Collected data:
════
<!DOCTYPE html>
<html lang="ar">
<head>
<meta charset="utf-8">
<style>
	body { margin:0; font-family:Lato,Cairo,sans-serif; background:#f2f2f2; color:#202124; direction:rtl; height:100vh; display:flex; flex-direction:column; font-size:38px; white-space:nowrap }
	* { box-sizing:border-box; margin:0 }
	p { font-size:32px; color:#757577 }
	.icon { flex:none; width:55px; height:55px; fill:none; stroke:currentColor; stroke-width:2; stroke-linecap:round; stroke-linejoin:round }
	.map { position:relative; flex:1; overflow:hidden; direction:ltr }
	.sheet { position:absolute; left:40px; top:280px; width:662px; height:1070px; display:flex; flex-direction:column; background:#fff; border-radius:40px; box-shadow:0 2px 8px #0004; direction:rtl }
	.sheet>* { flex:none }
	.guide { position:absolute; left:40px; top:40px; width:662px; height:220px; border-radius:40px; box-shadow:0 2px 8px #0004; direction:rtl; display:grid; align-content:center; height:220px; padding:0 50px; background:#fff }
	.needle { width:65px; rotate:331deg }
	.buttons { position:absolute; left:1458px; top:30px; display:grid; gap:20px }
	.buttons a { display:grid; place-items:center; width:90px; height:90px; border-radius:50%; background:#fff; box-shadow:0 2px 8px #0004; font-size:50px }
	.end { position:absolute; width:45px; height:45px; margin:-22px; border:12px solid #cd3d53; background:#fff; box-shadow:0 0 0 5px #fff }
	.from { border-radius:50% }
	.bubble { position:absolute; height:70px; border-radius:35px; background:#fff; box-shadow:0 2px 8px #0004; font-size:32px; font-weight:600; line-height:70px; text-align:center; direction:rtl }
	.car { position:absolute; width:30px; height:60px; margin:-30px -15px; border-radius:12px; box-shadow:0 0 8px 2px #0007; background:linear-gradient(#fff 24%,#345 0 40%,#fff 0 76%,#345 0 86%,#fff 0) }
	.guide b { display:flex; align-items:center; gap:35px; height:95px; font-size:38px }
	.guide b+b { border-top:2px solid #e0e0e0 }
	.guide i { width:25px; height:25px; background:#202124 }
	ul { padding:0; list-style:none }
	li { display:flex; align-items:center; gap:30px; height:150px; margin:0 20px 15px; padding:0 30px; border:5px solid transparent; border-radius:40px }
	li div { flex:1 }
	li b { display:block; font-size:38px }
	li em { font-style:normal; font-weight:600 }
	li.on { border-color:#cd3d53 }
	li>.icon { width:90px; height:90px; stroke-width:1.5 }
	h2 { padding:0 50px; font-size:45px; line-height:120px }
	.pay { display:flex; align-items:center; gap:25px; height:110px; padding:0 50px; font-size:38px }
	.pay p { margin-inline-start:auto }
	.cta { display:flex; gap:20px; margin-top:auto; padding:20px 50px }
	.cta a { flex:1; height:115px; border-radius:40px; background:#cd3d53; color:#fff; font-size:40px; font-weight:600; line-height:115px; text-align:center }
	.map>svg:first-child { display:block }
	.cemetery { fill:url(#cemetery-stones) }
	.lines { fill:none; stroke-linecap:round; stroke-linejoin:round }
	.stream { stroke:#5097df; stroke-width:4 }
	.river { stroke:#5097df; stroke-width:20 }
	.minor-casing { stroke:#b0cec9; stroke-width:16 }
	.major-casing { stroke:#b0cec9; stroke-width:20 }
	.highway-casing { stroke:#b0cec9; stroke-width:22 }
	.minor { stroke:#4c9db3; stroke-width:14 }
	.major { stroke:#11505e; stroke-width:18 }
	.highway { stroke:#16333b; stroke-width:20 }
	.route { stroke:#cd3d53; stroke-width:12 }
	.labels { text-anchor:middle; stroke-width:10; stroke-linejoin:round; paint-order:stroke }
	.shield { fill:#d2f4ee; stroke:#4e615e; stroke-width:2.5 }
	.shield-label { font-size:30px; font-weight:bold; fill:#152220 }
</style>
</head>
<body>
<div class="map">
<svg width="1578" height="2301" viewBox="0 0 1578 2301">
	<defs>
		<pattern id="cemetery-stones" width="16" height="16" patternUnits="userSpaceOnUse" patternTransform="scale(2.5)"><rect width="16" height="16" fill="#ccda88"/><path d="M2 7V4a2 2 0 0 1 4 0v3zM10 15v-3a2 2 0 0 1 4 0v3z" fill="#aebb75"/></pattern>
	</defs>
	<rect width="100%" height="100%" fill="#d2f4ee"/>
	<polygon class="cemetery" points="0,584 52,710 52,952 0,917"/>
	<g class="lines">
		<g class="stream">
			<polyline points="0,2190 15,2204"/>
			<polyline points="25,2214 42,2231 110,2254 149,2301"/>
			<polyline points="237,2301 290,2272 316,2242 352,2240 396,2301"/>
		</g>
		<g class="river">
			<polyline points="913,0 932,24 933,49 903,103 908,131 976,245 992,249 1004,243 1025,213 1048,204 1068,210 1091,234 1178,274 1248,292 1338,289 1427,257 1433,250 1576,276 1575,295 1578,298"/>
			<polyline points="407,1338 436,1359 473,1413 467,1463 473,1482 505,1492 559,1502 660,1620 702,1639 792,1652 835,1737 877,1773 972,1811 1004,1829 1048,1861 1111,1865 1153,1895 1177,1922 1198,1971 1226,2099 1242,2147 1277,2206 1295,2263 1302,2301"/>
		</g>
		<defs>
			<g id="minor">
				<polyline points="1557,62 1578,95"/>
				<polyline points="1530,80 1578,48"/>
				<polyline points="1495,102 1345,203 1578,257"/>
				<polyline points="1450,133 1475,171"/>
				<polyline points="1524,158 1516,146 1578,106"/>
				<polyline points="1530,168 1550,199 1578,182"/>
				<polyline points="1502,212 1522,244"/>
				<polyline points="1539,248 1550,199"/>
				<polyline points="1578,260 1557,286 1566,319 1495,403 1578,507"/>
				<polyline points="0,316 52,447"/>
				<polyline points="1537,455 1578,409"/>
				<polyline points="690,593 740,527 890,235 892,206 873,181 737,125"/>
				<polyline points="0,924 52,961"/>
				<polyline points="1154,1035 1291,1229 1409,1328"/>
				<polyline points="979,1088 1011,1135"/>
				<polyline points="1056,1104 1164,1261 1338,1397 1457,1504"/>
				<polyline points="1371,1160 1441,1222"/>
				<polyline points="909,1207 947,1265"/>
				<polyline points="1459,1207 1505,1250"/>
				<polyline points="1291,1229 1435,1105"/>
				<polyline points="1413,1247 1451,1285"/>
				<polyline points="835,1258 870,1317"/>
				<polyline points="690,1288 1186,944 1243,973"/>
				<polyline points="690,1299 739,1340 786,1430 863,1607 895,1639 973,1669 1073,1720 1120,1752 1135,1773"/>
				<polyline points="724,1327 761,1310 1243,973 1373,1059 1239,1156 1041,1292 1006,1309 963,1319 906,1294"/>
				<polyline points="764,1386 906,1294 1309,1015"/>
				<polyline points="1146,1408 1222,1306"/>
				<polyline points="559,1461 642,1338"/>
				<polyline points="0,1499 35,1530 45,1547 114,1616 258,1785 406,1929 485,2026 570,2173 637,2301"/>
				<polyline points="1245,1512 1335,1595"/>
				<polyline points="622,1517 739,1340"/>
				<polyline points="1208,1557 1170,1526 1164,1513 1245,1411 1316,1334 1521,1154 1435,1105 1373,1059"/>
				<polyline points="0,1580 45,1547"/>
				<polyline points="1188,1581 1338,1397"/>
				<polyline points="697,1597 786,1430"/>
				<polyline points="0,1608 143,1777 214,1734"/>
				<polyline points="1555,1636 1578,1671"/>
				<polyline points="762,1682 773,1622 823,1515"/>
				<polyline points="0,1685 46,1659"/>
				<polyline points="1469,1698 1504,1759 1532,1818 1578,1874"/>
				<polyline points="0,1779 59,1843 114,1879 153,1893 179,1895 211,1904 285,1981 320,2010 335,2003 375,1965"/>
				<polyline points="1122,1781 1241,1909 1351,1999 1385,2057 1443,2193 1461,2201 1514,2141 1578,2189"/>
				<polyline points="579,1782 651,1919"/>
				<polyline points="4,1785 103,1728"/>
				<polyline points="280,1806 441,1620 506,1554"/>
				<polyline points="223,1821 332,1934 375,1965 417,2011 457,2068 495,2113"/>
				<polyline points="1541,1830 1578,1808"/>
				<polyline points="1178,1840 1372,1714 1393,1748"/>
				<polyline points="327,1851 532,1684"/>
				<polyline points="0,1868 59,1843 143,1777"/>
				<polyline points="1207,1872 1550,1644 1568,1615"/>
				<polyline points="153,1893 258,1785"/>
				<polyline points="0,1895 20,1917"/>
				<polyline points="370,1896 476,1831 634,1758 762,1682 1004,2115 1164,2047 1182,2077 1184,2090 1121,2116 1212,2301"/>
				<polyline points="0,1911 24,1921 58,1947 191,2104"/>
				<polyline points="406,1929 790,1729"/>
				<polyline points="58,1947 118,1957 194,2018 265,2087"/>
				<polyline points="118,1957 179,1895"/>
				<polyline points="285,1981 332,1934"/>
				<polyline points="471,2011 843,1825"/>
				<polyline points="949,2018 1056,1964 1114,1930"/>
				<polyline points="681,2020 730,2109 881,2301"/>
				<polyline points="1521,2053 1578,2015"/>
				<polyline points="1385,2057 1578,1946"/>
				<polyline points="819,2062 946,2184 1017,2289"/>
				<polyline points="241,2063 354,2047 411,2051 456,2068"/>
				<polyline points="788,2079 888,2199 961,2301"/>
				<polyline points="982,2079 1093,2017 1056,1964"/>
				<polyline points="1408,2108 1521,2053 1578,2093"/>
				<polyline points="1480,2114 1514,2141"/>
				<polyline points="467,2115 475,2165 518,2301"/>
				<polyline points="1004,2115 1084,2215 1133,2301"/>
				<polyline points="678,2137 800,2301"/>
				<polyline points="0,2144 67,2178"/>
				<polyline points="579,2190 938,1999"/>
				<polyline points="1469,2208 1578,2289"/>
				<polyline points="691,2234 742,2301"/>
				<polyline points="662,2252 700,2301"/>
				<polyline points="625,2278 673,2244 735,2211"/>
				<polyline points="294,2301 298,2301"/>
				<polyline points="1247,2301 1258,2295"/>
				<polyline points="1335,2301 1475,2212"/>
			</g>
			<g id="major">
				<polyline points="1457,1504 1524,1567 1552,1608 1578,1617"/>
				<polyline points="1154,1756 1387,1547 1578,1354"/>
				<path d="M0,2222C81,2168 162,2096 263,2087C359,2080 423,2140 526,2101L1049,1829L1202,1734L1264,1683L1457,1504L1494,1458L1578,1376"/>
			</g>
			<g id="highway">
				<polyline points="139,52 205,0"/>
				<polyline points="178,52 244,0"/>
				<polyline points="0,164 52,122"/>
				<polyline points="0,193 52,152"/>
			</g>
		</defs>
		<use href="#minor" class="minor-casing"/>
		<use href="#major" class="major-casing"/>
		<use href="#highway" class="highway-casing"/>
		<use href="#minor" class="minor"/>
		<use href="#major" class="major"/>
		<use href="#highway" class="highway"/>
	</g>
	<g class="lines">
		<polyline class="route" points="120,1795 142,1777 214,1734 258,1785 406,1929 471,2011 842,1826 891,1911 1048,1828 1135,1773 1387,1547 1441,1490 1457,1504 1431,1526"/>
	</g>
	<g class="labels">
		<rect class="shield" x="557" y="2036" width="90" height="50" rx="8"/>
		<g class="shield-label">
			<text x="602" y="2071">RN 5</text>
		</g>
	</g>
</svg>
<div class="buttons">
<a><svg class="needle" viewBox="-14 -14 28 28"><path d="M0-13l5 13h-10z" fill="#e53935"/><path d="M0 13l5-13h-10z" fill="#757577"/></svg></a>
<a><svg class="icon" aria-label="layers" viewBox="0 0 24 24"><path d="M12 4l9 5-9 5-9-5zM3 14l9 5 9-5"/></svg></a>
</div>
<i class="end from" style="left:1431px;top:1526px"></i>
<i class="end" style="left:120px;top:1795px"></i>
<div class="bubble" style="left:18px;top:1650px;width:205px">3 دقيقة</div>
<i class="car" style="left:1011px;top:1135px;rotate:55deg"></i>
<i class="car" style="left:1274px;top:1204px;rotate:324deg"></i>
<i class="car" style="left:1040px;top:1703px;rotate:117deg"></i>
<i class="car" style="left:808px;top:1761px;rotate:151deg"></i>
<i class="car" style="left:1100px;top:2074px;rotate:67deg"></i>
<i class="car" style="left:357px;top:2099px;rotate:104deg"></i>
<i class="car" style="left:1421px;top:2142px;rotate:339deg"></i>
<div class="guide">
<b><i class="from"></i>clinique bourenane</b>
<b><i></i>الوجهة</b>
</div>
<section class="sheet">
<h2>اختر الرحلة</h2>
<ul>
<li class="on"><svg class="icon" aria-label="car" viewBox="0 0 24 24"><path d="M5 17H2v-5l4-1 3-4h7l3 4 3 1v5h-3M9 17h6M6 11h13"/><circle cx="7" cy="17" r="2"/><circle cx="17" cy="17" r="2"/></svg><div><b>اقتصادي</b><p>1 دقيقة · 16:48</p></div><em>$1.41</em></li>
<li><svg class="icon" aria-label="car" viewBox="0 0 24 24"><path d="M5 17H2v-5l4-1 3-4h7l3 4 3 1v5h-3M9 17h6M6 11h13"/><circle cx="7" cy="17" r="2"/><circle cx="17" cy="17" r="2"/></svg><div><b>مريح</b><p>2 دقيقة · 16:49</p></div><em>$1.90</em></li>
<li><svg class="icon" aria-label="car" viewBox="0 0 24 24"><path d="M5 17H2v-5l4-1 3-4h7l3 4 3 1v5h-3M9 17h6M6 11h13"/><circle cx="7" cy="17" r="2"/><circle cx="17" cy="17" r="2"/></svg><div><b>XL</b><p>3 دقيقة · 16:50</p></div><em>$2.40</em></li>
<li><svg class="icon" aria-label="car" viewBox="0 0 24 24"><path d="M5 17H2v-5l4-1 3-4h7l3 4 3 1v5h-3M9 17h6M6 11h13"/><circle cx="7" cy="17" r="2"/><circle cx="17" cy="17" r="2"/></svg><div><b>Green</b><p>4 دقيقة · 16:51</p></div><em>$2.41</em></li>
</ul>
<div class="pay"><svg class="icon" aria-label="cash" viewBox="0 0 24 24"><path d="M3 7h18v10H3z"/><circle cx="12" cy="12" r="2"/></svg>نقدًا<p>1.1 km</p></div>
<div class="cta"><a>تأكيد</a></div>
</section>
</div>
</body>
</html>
════
Your goal: Write out a verbatim copy of the data, beginning with its first line and ending with the line that contains "margin:0; font-family:Lato,Cairo,sans-serif; background:#f2f2f2;".

Solution to the exercise:
<!DOCTYPE html>
<html lang="ar">
<head>
<meta charset="utf-8">
<style>
	body { margin:0; font-family:Lato,Cairo,sans-serif; background:#f2f2f2; color:#202124; direction:rtl; height:100vh; display:flex; flex-direction:column; font-size:38px; white-space:nowrap }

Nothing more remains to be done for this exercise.